I think it's a terrible idea. Just as bad as paying programmers by lines of code that they write.
In general, I prefer concise code over verbose code, but only as long as it still expresses the programmers' intention clearly. Maximizing function points per kloc is going to encourage everyone to write their code as briefly as they possibly can, which goes beyond concise and into cryptic. It will also encourage people to join adjacent lines of code into one line, even if said joining would not otherwise be desirable, just to reduce the number of lines of code.
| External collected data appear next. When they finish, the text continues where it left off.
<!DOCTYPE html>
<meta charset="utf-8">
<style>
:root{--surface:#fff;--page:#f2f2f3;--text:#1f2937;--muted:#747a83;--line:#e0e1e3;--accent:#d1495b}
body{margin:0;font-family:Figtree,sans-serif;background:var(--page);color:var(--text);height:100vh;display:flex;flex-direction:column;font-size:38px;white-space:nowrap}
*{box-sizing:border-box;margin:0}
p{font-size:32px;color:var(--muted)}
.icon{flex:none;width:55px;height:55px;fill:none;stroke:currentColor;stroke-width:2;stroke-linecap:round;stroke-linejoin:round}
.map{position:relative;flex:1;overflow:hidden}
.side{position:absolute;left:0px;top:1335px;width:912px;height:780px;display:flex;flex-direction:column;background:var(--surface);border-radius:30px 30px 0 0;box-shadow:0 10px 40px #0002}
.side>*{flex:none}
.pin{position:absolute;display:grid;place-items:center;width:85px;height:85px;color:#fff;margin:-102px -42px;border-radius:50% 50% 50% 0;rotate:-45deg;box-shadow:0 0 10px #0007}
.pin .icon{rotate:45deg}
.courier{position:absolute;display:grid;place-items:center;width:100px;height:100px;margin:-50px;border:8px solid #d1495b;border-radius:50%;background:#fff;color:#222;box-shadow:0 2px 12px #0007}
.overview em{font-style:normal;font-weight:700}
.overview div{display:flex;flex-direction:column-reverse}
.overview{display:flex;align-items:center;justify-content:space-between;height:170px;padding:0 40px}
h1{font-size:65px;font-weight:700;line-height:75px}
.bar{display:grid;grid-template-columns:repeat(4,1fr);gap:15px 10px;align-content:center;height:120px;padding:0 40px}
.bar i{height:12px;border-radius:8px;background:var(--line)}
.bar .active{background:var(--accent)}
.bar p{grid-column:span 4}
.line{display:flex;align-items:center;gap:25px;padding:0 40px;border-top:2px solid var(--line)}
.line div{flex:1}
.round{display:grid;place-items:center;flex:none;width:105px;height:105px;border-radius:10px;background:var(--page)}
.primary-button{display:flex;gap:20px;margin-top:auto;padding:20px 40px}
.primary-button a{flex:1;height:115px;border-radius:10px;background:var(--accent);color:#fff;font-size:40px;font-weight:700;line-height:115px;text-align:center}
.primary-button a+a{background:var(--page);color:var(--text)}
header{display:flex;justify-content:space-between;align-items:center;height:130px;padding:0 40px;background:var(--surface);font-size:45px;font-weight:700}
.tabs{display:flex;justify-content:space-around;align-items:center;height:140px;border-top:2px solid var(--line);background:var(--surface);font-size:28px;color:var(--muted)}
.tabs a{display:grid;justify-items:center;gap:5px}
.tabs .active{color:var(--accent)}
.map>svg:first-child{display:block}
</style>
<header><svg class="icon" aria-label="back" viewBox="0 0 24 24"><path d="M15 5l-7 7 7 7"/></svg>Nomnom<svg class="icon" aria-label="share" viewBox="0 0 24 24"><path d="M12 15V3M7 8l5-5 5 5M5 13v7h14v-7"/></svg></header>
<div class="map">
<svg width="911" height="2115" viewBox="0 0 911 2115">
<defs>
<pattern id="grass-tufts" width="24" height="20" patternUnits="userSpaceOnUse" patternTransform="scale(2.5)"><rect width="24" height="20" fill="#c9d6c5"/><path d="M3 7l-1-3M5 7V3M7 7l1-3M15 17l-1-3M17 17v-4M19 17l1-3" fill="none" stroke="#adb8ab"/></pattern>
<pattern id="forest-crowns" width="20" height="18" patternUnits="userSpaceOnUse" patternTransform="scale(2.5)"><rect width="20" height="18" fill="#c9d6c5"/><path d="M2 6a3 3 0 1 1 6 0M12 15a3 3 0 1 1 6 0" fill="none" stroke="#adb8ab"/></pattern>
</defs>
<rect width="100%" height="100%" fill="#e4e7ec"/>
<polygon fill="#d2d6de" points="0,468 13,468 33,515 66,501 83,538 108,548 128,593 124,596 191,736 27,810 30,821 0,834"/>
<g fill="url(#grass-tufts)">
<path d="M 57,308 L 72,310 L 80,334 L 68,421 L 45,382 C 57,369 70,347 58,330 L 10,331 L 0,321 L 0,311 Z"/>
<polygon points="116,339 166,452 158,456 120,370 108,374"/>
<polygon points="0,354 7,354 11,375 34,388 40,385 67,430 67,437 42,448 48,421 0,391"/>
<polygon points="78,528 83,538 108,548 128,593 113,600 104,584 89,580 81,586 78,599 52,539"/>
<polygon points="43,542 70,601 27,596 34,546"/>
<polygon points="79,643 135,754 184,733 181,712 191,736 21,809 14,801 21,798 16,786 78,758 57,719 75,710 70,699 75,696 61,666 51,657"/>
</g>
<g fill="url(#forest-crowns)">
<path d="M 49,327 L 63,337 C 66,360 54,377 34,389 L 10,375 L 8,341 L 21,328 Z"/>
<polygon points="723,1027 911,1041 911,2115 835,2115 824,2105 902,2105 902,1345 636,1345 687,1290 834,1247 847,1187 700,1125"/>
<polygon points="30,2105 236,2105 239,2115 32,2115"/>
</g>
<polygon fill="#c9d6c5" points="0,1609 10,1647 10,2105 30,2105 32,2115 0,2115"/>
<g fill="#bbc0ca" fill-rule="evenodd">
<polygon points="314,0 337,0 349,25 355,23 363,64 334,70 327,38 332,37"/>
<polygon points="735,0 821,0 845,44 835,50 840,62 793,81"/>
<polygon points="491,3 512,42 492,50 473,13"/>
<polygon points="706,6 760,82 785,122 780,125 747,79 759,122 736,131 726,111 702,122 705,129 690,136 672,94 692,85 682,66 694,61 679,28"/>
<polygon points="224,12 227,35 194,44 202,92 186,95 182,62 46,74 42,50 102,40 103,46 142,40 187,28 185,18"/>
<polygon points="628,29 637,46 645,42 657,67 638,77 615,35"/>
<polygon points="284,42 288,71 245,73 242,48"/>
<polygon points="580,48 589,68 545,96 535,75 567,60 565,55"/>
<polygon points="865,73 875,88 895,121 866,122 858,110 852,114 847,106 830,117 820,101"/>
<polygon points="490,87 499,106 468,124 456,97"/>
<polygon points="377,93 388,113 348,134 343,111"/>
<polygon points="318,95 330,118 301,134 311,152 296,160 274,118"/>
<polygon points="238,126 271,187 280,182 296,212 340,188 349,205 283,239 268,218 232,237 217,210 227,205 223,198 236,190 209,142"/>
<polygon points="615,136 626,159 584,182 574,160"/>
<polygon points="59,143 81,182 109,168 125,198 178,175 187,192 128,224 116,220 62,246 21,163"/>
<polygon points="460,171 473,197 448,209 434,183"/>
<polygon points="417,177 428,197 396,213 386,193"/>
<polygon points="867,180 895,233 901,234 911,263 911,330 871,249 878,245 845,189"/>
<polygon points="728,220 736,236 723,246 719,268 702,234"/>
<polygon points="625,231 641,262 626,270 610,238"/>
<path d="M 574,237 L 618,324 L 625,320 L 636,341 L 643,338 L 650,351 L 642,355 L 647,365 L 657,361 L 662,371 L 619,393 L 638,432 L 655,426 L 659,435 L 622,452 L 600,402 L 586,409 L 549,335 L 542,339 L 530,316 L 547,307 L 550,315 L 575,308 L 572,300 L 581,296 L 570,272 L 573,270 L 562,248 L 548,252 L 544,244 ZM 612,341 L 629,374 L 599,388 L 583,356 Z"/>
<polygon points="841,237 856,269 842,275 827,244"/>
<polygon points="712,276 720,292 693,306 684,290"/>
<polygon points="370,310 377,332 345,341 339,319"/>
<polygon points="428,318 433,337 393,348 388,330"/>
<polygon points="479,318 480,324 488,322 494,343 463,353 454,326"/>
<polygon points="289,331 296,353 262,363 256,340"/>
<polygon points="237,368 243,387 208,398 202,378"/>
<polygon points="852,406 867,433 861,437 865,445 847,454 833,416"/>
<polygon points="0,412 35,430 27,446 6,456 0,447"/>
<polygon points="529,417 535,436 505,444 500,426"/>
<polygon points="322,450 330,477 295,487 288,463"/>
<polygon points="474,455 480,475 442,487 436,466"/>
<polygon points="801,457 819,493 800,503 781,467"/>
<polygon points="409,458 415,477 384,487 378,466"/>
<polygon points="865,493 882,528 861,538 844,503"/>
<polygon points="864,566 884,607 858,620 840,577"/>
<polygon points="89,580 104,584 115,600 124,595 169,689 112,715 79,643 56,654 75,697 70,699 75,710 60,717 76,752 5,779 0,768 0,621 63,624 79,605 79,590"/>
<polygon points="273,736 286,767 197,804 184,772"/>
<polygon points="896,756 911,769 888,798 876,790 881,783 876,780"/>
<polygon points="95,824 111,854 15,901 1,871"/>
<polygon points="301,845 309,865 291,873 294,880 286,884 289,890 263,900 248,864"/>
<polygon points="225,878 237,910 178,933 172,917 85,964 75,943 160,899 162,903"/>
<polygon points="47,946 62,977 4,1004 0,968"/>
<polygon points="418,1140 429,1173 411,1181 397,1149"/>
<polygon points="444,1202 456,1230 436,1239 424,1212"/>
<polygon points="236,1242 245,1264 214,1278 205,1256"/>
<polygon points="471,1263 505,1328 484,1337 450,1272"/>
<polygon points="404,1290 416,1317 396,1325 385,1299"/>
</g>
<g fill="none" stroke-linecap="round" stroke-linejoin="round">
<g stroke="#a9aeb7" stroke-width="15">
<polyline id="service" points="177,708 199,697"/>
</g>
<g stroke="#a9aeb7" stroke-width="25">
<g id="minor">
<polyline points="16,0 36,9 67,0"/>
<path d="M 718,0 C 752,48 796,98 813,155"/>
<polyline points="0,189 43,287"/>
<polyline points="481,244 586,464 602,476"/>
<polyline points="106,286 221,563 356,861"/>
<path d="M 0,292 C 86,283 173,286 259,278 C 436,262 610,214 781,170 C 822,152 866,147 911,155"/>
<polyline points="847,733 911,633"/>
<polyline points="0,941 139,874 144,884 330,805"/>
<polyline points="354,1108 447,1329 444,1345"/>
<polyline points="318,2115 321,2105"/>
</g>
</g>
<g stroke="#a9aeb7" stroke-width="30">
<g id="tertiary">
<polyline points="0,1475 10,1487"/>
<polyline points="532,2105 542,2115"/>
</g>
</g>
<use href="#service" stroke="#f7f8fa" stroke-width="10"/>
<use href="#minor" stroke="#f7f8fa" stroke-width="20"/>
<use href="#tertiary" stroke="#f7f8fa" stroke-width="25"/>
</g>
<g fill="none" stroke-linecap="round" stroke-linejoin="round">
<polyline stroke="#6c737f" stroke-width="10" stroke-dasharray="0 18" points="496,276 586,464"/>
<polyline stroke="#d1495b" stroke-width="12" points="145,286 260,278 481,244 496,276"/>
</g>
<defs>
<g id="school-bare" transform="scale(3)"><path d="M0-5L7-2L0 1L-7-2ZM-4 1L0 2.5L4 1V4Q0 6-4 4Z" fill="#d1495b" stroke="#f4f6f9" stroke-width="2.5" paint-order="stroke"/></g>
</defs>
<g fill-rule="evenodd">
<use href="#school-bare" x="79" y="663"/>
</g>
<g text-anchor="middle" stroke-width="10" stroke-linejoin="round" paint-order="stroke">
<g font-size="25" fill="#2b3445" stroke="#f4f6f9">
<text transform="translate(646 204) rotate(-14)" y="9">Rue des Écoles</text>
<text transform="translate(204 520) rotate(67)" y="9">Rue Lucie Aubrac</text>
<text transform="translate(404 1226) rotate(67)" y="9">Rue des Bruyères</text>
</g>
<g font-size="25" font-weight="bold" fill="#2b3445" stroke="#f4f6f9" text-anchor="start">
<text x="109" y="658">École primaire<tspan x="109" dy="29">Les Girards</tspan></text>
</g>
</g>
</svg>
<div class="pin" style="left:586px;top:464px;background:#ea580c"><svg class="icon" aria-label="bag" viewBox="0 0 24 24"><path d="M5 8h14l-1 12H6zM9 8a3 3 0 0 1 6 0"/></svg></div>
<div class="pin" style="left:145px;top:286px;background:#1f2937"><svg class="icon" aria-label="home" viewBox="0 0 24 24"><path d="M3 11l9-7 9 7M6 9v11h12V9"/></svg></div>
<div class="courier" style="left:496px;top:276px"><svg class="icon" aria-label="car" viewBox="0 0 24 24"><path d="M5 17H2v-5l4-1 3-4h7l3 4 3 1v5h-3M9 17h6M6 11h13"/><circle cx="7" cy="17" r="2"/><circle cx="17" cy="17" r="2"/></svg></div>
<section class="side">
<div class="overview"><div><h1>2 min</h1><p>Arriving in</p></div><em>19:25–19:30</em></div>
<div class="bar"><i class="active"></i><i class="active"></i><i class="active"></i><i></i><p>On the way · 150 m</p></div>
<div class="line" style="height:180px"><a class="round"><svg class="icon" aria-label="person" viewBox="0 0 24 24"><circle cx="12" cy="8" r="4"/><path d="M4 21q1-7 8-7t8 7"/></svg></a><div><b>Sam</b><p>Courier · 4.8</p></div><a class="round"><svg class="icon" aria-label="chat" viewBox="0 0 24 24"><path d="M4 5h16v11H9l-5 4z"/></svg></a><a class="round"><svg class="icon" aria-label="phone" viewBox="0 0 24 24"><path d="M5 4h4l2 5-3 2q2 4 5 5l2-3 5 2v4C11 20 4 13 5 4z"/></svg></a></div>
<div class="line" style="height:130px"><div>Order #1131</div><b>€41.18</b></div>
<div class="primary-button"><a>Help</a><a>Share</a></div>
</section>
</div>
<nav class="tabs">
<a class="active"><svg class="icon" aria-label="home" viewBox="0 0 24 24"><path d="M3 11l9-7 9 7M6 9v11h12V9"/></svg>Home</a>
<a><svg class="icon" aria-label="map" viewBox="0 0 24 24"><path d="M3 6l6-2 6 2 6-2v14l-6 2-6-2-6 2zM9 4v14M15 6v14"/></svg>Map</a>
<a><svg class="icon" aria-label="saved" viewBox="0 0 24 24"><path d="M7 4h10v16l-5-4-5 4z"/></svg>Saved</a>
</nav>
The maximum allowed line length would also become an issue.
KLOC is tolerable if you strictly enforce code standards, kind of like using page requirements for a report: no putting five statements on a single line or removing most of the whitespace from your code.
I guess one way you could decide how effective it is for your environment is to look at several different applications and modules, get a rough estimate of the quality of the code, and compare that to the size of the code. If you can demonstrate that code quality is consistent within your organization, then KLOC isn't a bad metric.
In some ways, you'll face the same battle with any similar metric. If you count feature or function points, or simply features or modules, you'll still want to weight them in some fashion. Ultimately, you'll need some sort of subjective supplement to the objective data you'll collect.
"What do you think of using a metric of function point to lines of code as a metric?"
Don't get the question. The above ratio is -- for a given language and team -- a simple statistical fact. And it tends toward a mean value with a small standard deviation.
There are lots of degrees of freedom: how you count function points, what language you're using, how (collectively) clever the team is. If you don't change those things, the value stays steady.
After a few projects together, you have a solid expectation that 1200 function points will be 12,000 lines of code in your preferred language/framework/team organization.
KSloc / FP is a bare statistical observation. Clearly, there's something else about this that's bothering you. Could you be more specific in your question?
The metric of Function Points to Lines of Code is actually used to generate the language level charts (actually, it is Function Points to Statements) to give an approximate sense of how powerful a programming language is. Here is an example: http://web.cecs.pdx.edu/~timm/dm/functionpoints.html
I wouldn't recommend using that ratio for anything else, except high level approximations like the language level chart.
Promoting library usage is a good thing, but the other thing to keep in mind is you will lose in the ratio when you are building the libraries, and will only pay it off with dividends of savings over time. Bean-counters won't understand that.
I personally would like to see a Function point to ABC metric ratio -- as I am curious about how the ABC metric (which indicates size and includes complexity as part of the info) would relate - perhaps linear, perhaps exponential, etc... www.softwarerenovation.com/ABCMetric.pdf
All metrics suck. My theory has always been that if you have to have them, then use the easiest thing you can to gather them and be done with it and onto important things.
That generally means something along the lines of
grep -c ";" *.h *.cpp | awk -F: '/:/ {x += $2} END {print x}'
If you are looking for a "metric" to track code efficency, don't. If you insist, again try something stupid but easy like source file size (see grep command above, w/o the awk pipe) or McCabe (with a counter program).